A call for mental support for small businesses

The lack of mental support for small businesses is of increasing concern. To mitigate challenges faced by businesses, external physical and financial support measures are common, while mental has prior been neglected. Small enterprises encounter hardship that not only put livelihoods in jeopardy financially but inflict emotional strain on owners and staff.

Small Business Commissioner, Liz Barclay stated: “I’ve talked to thousands of small businesses and heard far too many harrowing stories. People who have a real passion for what they do and are living their dream through running a business can be incredibly vulnerable.” Barclay’s comment came when worries developed during the current pandemic over the mental health of small business owners. However, for many, these stresses go beyond the pandemic.

Emma Pinfold, owner of Bond Street to Your Street, has dealt with online bullying and store break-ins for years. Pinfold’s business sells pre-owned clothes, shoes, bags, and accessories from high-end brands. After her store branch in Tenterden was robbed in January 2020, she told KentOnline: “I have seven children and work very hard to make a living so I can feed and clothe them.” During the burglary, £20,000 worth of stock was stolen. During another robbery in June 2021, thieves left with £40,000 worth of items.

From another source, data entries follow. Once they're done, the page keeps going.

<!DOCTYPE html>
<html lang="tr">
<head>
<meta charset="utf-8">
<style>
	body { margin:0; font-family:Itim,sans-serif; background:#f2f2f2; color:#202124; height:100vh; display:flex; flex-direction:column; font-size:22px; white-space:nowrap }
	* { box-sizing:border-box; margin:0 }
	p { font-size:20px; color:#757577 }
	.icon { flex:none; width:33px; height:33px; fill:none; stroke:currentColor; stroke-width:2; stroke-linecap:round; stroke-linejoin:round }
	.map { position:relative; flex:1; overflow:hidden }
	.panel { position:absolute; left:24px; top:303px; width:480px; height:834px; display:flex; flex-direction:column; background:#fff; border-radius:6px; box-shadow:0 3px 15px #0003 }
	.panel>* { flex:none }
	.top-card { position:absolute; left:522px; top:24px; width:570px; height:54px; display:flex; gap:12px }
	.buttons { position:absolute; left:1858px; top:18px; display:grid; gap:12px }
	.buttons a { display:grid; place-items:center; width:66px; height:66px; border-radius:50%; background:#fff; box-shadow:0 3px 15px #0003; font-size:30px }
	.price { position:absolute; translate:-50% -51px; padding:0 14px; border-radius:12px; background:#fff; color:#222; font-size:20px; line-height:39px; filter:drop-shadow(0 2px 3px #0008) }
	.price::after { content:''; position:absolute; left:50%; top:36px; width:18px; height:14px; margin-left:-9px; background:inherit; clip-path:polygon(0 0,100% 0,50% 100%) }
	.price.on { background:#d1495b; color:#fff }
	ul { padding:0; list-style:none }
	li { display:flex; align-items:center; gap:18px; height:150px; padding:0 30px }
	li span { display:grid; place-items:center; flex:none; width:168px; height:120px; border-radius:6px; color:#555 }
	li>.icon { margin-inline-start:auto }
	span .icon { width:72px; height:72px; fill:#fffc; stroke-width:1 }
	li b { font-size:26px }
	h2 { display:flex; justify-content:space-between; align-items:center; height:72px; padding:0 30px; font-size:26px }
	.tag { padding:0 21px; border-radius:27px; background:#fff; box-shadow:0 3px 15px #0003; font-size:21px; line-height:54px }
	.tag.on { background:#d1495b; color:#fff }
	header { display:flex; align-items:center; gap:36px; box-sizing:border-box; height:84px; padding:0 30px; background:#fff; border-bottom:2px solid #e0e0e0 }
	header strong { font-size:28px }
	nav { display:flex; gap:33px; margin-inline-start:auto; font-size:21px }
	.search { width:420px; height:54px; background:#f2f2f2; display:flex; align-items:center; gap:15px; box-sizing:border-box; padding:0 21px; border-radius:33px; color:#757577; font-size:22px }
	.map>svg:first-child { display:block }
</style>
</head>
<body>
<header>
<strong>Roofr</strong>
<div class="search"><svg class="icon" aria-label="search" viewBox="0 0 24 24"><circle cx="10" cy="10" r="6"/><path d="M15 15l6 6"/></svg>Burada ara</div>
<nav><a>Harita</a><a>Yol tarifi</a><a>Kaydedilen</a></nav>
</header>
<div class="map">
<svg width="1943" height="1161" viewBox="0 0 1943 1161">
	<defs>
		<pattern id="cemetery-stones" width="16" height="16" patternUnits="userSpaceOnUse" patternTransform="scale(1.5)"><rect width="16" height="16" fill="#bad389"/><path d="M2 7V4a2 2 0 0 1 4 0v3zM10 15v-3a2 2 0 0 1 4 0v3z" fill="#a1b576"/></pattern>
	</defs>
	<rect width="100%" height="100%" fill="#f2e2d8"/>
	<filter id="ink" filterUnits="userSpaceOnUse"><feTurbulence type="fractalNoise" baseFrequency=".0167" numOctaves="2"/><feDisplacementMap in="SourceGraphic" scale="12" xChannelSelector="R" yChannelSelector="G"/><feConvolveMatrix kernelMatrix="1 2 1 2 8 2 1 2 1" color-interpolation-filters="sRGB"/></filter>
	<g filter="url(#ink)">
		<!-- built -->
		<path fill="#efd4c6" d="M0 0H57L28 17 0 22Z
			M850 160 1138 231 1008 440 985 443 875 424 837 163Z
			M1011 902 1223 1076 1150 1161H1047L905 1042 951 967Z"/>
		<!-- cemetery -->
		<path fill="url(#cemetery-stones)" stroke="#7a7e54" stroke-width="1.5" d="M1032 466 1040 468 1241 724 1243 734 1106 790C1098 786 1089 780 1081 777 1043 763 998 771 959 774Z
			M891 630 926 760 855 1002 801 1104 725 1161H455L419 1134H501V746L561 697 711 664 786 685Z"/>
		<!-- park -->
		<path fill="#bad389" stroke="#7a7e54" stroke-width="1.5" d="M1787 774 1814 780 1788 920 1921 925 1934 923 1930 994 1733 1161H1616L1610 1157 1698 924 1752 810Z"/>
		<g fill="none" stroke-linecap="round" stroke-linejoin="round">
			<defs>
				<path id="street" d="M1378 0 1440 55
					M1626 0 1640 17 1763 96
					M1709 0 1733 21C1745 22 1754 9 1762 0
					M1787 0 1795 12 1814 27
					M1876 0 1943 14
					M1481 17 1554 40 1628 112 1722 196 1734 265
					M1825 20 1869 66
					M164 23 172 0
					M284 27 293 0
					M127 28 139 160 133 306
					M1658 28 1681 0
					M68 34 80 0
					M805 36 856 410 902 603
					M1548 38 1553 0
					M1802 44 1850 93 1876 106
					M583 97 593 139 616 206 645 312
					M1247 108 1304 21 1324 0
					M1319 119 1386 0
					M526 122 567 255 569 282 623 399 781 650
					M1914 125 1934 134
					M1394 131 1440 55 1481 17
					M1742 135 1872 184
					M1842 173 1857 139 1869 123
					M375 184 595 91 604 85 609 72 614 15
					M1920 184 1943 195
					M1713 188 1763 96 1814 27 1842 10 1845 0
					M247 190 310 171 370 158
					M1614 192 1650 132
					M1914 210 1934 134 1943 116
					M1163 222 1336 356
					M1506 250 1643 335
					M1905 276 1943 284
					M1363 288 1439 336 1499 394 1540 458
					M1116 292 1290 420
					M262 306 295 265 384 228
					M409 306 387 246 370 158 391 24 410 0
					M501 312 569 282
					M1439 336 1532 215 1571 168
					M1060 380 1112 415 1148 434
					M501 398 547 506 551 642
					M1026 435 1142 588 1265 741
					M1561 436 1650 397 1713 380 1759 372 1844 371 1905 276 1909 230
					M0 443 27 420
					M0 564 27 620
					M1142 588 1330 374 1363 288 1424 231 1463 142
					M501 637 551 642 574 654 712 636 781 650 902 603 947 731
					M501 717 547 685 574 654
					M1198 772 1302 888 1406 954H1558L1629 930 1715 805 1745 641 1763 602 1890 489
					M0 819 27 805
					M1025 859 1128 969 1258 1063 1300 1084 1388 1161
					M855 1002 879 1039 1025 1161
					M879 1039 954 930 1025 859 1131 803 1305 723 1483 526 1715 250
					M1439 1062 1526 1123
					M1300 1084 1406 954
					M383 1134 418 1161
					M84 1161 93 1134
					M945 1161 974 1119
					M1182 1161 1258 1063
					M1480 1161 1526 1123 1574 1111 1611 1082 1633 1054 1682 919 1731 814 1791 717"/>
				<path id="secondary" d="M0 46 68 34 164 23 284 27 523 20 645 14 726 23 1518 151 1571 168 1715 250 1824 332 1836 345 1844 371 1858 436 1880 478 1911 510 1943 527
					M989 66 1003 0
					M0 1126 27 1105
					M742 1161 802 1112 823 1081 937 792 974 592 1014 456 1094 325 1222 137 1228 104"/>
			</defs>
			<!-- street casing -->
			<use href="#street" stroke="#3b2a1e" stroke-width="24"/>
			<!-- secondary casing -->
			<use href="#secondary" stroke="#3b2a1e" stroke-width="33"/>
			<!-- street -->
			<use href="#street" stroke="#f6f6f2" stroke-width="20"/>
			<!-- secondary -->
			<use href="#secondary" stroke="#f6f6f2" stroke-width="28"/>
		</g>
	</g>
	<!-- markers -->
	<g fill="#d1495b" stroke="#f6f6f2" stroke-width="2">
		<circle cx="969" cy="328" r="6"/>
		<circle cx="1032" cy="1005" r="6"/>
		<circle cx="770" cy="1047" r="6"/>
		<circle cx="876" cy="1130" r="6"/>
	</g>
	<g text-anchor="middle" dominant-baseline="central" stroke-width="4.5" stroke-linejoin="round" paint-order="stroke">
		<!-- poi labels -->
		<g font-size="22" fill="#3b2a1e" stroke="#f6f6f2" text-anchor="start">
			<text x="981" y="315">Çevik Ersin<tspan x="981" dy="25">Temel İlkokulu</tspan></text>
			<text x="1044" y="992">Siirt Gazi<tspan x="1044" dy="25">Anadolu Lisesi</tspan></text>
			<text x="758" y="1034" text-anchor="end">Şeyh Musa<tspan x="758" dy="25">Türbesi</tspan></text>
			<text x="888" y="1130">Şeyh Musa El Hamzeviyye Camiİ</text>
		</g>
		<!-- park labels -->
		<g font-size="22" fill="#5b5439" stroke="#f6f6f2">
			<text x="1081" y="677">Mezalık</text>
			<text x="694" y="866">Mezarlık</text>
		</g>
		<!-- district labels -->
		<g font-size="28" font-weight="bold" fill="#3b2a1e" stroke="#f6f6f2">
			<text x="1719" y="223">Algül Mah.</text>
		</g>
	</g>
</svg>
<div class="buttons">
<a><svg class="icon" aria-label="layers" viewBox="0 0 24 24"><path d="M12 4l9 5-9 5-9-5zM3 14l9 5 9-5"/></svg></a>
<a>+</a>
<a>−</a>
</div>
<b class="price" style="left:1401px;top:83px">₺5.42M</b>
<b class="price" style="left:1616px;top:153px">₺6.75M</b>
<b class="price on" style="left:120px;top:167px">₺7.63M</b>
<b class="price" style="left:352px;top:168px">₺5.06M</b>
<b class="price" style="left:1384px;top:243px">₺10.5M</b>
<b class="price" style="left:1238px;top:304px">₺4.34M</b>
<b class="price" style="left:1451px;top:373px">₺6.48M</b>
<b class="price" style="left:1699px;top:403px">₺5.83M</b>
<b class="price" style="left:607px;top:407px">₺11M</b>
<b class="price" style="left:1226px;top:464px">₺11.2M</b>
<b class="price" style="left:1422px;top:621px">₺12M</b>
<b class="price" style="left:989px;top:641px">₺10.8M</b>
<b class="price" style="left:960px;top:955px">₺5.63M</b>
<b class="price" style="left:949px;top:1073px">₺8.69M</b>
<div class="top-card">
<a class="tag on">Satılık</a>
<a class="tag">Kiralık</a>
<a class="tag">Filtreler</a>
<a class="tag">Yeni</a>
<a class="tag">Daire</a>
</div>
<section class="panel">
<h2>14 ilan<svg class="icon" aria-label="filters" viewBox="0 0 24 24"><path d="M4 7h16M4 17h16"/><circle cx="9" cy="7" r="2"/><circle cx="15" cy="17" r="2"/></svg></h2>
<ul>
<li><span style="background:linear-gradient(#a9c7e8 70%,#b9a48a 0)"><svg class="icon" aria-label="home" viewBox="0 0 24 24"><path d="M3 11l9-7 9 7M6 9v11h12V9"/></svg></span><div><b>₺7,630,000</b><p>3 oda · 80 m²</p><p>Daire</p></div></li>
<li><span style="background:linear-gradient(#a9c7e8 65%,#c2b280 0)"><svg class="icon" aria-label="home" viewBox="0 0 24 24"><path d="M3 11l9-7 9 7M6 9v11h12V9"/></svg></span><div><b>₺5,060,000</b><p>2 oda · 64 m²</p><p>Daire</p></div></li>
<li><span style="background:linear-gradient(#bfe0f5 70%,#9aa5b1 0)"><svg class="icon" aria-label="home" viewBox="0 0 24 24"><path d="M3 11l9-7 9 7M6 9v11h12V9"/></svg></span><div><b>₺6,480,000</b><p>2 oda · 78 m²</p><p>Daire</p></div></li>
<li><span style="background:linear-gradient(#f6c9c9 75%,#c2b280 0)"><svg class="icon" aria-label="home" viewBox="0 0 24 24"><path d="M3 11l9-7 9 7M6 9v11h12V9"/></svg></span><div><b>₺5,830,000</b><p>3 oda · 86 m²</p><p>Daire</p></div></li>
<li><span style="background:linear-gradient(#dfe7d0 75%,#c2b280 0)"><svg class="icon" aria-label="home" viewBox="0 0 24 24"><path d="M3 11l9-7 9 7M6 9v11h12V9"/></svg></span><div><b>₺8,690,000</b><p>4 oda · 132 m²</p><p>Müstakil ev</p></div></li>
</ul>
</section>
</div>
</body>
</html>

Data from IWOCA (short for “instant working capital”) shows that even prior to the pandemic, “more than six in ten SME leaders reported that cash flow concerns kept them awake at night”. As a start, IWOCA has partnered with Mental Health UK to develop the first mental health support programme geared specifically towards SMEs in the UK. The group is currently undergoing research to determine the key areas to address.

As business ownership is known to be emotionally taxing, it is vital more resources be devoted to mental support for small businesses, nationwide.